**Data records:**
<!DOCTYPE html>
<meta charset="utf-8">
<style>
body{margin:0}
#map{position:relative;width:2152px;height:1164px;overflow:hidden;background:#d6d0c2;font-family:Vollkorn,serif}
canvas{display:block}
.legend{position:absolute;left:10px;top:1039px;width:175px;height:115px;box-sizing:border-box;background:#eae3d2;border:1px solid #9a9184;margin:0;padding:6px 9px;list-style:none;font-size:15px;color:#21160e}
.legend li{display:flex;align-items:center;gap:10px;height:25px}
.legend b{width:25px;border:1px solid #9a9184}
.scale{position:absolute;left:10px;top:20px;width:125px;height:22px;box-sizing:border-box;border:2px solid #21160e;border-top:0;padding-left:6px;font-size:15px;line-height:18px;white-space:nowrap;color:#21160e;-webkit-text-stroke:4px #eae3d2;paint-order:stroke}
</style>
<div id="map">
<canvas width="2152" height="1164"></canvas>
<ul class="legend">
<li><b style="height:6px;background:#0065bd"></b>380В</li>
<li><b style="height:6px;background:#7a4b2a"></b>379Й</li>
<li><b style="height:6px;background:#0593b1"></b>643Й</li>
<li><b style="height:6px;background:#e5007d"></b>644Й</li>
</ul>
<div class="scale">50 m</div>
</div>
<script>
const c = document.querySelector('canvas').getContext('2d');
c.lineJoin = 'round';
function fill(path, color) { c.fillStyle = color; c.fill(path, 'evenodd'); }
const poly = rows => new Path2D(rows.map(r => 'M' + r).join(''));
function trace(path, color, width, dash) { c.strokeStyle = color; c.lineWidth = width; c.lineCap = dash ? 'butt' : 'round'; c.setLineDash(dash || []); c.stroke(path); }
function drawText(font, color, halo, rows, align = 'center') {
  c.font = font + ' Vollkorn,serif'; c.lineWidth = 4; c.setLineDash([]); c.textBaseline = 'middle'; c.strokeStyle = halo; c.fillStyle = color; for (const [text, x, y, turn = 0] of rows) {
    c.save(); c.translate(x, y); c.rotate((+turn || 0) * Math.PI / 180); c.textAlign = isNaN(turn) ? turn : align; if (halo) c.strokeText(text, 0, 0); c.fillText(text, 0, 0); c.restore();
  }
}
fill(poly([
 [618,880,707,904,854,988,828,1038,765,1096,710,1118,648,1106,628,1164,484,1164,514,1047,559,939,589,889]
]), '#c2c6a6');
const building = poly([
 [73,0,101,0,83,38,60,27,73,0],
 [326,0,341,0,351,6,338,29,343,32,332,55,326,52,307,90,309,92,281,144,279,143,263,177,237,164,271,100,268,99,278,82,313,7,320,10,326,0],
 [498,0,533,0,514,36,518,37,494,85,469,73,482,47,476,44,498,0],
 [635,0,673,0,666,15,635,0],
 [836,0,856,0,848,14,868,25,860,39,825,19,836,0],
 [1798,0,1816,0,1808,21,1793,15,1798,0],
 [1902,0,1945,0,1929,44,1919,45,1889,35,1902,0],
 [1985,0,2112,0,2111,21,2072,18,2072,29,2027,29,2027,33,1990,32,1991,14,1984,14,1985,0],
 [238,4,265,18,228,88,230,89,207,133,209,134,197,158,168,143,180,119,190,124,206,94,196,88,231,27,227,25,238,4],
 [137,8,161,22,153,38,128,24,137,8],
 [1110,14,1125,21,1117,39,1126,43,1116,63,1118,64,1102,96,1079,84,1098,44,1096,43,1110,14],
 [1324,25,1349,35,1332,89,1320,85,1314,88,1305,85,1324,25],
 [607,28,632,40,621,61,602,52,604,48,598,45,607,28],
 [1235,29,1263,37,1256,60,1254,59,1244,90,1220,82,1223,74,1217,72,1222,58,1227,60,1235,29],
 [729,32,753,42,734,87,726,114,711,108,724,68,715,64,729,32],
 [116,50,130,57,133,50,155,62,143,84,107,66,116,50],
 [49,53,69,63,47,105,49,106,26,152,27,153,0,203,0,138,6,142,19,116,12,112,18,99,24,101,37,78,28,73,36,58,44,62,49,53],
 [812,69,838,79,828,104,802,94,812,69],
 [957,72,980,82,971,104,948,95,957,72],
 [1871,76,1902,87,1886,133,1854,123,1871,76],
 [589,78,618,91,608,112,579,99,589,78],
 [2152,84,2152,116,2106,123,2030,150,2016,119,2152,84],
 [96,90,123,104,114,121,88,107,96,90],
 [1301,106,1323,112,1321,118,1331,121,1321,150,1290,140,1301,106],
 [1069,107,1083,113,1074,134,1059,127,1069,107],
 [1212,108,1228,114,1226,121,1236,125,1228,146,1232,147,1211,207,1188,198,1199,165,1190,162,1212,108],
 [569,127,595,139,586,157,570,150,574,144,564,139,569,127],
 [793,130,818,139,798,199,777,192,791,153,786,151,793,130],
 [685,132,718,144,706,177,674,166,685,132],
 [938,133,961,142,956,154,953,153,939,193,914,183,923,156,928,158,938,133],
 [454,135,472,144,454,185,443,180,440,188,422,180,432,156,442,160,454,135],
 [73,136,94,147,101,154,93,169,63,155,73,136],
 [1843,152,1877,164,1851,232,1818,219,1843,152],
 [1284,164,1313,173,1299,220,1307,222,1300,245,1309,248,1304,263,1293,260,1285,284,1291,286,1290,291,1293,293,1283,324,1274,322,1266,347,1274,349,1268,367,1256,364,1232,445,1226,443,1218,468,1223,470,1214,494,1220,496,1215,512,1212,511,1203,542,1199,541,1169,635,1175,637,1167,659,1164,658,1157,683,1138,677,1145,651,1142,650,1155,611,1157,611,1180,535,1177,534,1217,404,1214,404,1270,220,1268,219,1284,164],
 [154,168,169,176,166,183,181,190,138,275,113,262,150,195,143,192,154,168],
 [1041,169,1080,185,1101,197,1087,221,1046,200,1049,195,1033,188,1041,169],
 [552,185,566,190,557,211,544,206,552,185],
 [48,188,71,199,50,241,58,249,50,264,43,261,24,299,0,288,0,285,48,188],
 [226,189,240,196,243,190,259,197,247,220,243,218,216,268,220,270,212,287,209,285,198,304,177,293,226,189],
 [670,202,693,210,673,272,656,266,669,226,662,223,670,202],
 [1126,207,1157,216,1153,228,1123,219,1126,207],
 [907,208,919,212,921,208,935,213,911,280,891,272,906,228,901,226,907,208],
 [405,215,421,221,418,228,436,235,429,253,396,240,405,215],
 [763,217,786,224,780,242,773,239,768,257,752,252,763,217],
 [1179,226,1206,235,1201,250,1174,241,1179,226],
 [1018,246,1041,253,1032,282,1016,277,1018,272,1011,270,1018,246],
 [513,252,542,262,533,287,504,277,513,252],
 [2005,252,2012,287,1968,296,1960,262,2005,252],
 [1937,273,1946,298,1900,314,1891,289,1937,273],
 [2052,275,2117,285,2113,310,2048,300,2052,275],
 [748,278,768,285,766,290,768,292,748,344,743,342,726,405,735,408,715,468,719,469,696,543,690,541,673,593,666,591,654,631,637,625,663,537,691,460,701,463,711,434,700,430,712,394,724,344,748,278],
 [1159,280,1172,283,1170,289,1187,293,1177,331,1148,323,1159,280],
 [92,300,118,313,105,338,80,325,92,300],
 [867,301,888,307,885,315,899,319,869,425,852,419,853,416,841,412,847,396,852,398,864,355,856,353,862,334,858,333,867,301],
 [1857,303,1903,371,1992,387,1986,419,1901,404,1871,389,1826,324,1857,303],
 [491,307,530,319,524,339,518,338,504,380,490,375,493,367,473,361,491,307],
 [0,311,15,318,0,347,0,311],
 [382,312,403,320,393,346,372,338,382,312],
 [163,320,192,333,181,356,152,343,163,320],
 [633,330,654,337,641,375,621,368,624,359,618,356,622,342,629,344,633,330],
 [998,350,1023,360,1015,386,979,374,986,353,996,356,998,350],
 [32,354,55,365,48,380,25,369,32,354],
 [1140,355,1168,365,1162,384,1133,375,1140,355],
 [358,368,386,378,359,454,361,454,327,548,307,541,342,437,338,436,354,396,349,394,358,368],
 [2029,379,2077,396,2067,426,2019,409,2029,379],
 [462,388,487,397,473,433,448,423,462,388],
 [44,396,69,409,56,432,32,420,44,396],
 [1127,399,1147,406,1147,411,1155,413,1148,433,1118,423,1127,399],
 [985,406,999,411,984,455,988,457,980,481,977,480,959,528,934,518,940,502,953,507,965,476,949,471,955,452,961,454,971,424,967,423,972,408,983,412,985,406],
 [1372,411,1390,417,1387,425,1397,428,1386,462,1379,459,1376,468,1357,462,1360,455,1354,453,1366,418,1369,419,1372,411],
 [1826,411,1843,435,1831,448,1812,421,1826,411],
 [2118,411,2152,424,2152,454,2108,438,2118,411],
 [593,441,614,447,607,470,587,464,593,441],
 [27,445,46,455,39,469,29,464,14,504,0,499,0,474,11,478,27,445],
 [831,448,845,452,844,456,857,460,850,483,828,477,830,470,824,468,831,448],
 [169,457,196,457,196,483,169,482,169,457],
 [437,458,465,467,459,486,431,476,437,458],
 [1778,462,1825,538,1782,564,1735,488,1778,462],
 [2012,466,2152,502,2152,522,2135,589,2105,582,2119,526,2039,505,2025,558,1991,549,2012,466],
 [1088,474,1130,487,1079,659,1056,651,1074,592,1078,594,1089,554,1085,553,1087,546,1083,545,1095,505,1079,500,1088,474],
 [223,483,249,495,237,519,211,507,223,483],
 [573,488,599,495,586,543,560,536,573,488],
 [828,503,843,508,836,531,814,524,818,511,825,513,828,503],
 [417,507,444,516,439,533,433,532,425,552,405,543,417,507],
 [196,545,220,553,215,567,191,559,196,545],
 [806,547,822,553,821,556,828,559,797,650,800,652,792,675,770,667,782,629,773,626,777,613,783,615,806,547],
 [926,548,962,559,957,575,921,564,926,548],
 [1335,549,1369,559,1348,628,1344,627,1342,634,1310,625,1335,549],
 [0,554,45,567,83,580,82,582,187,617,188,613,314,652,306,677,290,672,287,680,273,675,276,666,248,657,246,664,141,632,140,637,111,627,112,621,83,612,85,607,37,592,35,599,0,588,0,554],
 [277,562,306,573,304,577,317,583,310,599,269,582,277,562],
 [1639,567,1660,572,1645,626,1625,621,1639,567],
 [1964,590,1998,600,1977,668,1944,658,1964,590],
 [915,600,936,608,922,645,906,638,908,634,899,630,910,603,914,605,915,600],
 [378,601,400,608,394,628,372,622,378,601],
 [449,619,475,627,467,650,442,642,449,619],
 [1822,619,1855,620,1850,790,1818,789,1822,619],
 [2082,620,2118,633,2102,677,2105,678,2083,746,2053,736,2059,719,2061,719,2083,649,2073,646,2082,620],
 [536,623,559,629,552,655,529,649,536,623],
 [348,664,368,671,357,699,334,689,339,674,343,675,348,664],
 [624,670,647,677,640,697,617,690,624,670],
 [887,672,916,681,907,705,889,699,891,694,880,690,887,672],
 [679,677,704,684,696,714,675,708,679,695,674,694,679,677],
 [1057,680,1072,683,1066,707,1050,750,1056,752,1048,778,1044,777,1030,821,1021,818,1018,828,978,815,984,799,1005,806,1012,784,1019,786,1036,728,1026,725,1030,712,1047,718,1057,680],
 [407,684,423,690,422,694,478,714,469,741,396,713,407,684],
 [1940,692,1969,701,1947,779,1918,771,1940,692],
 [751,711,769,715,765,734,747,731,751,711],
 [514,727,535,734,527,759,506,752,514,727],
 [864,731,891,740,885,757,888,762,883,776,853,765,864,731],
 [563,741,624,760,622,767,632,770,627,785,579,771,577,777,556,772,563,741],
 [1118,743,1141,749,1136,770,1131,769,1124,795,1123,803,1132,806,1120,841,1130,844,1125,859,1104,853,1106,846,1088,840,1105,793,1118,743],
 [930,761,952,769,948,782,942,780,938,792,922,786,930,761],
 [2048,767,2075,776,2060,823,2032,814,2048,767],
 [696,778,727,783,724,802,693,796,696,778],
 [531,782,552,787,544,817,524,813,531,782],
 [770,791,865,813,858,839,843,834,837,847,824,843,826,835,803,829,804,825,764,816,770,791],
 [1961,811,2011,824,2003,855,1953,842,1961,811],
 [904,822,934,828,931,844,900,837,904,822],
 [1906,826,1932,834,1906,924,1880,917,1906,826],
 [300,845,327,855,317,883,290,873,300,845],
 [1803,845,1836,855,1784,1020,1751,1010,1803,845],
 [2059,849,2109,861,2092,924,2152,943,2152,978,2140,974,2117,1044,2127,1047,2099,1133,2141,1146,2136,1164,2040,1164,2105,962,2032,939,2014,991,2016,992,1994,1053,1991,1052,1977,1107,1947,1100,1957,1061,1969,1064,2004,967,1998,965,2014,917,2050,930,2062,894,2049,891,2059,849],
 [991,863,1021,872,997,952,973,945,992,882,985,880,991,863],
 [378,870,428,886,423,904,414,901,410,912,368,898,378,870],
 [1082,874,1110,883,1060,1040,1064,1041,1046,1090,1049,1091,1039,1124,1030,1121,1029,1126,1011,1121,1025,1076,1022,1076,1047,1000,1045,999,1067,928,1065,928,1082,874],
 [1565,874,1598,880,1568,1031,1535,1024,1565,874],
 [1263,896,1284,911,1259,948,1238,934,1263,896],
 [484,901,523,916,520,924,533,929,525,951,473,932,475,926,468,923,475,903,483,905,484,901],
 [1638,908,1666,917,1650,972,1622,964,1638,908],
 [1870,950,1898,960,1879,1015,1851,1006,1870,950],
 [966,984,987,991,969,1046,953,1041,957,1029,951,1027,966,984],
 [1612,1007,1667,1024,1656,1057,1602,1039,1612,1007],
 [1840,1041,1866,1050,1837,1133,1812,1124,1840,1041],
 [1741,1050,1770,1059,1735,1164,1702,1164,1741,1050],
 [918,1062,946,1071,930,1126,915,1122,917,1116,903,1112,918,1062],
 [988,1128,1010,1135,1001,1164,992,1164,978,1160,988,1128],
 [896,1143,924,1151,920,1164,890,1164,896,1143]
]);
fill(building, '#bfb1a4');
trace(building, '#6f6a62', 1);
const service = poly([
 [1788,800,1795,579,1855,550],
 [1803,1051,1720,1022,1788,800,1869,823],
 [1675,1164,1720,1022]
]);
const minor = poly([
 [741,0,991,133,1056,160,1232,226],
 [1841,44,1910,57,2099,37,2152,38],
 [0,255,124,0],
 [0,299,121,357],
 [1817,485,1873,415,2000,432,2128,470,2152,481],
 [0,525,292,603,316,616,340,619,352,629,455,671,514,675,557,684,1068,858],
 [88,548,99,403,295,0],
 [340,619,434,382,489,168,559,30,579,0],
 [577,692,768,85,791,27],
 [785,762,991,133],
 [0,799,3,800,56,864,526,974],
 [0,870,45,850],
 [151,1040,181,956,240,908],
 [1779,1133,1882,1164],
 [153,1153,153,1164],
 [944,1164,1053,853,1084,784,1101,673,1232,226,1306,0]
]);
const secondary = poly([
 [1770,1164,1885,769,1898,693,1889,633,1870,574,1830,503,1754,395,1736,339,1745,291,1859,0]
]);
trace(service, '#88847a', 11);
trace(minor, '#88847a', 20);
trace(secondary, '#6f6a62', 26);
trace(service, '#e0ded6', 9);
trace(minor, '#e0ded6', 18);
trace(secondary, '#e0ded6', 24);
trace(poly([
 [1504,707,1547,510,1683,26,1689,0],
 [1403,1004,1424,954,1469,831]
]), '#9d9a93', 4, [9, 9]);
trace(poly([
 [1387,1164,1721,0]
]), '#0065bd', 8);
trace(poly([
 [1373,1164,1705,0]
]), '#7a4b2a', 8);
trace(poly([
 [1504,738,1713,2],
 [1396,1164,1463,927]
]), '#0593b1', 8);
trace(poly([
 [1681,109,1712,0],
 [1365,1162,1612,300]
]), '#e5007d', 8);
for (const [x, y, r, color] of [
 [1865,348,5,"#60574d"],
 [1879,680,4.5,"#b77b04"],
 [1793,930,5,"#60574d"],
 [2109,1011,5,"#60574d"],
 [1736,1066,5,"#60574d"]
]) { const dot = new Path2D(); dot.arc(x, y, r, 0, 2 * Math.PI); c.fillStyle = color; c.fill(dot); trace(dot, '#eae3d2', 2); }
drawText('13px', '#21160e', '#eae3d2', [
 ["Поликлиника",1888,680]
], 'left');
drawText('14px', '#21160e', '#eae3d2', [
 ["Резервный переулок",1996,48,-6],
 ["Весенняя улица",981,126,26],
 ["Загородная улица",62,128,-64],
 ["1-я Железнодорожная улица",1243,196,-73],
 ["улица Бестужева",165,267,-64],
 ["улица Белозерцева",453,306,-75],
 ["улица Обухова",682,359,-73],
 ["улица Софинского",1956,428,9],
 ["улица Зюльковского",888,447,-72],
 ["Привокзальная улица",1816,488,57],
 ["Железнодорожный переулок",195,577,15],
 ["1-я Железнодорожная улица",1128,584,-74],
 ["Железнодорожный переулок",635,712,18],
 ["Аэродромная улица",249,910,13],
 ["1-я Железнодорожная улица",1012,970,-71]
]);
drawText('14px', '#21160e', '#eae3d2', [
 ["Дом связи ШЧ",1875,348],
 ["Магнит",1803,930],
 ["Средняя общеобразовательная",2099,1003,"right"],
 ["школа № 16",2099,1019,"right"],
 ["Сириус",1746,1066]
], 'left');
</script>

**Work instructions:**
Retrieve each line of the data in which the word "rows" can be found.

**Task answer:**
const poly = rows => new Path2D(rows.map(r => 'M' + r).join(''));
function drawText(font, color, halo, rows, align = 'center') {
  c.font = font + ' Vollkorn,serif'; c.lineWidth = 4; c.setLineDash([]); c.textBaseline = 'middle'; c.strokeStyle = halo; c.fillStyle = color; for (const [text, x, y, turn = 0] of rows) {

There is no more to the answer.